RHEL9.5 box, fully updated.
On a working system with no relevant (systemd/php/apache) updates in 2 weeks, all of a sudden php-fpm process(es) cannot write to its systemd PrivateTmp (forced by default) /tmp/systemd-private-*-php-fpm.service-*
This caused fatal errors in the lowest level of a php site during simple logging, as tempnam was returning false when it really never should.
I try really hard to work within the systemd paradigm on many things, especially when on paper it sounds helpful, like PrivateTmp. And it worked fine for many years. But now it suddenly does this and screws over a live web site.

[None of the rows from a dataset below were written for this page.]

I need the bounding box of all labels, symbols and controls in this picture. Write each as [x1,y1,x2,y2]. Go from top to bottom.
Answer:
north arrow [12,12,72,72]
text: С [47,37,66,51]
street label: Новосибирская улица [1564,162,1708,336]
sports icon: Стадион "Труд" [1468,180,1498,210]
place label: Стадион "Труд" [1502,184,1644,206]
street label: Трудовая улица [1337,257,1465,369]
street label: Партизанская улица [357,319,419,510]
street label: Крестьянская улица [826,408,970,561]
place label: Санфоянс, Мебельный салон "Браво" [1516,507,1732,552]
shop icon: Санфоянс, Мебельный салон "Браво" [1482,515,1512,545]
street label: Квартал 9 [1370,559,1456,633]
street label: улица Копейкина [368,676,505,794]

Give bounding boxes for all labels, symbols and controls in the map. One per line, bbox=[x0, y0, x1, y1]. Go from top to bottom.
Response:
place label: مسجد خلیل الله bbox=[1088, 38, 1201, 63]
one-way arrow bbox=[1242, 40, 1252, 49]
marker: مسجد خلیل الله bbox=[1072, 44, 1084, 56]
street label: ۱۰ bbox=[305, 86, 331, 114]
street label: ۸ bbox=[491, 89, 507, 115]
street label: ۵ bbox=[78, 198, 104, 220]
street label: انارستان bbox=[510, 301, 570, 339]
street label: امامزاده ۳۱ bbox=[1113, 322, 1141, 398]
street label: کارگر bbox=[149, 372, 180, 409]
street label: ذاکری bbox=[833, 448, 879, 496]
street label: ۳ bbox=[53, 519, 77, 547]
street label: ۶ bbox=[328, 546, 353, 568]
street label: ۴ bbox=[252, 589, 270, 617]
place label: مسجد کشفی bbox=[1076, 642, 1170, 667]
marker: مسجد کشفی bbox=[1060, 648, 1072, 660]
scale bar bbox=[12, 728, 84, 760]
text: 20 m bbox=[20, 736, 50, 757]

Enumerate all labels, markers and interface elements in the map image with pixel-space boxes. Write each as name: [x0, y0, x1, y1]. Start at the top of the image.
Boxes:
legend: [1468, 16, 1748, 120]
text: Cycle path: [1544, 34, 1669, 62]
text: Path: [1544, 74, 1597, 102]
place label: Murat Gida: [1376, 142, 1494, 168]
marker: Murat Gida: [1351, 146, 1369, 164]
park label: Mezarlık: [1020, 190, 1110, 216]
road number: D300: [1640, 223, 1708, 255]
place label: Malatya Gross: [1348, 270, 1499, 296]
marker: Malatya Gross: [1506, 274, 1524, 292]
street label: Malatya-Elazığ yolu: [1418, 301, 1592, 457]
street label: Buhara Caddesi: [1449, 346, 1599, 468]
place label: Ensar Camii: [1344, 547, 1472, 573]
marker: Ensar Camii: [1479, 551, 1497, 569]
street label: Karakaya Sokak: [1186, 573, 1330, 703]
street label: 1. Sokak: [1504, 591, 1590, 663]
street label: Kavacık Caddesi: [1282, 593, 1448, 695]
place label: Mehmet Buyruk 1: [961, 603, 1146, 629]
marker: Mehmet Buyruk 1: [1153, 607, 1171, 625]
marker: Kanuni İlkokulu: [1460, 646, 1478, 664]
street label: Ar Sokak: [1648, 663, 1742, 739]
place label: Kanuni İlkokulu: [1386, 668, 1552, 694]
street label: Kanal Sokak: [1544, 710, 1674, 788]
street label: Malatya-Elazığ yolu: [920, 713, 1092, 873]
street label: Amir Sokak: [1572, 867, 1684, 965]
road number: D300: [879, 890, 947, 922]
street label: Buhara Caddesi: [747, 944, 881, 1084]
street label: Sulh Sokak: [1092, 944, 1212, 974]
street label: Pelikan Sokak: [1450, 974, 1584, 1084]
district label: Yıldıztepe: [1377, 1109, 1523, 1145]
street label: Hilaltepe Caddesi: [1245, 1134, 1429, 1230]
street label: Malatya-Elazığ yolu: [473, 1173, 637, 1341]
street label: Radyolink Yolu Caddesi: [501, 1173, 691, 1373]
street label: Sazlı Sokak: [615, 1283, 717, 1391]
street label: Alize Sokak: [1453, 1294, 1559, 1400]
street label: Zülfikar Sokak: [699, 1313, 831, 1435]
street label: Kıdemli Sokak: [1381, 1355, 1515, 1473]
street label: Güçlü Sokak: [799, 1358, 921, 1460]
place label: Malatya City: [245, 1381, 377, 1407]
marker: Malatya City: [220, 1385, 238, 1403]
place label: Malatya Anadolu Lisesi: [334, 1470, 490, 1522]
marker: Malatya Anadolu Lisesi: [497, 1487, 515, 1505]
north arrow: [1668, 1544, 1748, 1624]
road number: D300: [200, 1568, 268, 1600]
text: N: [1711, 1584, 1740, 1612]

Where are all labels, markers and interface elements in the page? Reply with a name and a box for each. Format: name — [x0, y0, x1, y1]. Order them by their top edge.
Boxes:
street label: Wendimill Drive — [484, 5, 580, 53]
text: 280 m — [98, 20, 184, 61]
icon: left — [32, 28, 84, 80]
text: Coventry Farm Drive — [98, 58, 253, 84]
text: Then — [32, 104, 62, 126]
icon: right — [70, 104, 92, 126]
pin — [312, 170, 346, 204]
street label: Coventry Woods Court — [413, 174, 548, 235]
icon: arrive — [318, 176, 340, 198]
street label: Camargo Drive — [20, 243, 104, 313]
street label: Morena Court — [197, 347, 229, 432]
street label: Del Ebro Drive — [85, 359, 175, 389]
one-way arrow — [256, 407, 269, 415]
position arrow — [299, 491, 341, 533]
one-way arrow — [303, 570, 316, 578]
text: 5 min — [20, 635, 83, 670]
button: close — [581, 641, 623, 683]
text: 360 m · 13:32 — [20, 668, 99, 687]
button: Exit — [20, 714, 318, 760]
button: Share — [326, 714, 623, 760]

So it's PrivateTmp=false for me now! I've written all scripts using proper tmp file naming techniques, like php's tempnam (which uses secure code under the hood, or so I'm told). And there's no local users on the box anyhow to start trying to race symlinks, and no user-supplied input is used to create file names. So the whole idea of PrivateTmp to me is "meh".
But I want to try to understand what happened here. There are a few oddities. systemd seems to make 2 privatetmp dirs in /tmp for php-fpm(?), yet when this bug hit only 1 existed(?). I suppose systemd-tmpfiles-clean or something may have screwed up and removed the dir? Everything is set to defaults for clean. And the dir seems to have existed via my in-script tests (see below).
Most weirdly, the bug only hit one of the php-fpm pools we run! The other main one seemed to be able to write just fine!!?? This is especially confusing since there is only one "php-fpm: master process". There does not seem to be a separate master for each pool, so how could one pool work fine and not the other? There are separate pool worker processes, however. I guess php-fpm could somehow "speak" to systemd to tell it it needs 2 privatetmps, one for each pool? But I don't see how that could happen. Maybe the 2 dirs is a red herring. My personal box doesn't have more than 1 dir for php-fpm, and I have 3 pools.
I added debugs to my scripts while the problem was still happening just to confirm the scripts were seeing the tmp dir properly and it was writable, etc. And it was: drwx as detected by php's is_writable, etc. And the subdirs systemd creates are rwxt (sticky, like normal /tmp). However, I couldn't figure out a way for the script to figure out what its real tmpdir was, as it is tricked by systemd into believe the subdir is just /tmp. However, the script saw a dir and thought it was writable and showed me its inode data with ls -l.
Since I cannot reproduce the bug easily now that I've restarted php-fpm, and now that I've disabled PrivateTmp because I need 100% trustworthy tools on a production box, I will probably never know what really happened. That is why I plead for MUUGers to pick their brains trying to figure out how a script can see a dir inode and detect it's drwx by the current user and yet any write to it fails.... I know systemd is doing crazy wacky new-fangled mount or namespaces or cgroup or whatever tricks to make PrivateTmp work at all. (And it's slightly evil that there can be a dir sitting right there I can ls at the command line and all perms show I can write to it and yet even root cannot!) _______________________________________________ Roundtable mailing list -- roundtable@muug.ca To unsubscribe send an email to roundtable-leave@muug.ca
Followup to this. It happened again, but while I was asleep this time. Had to just restart php-fpm in a panic, so still couldn't debug.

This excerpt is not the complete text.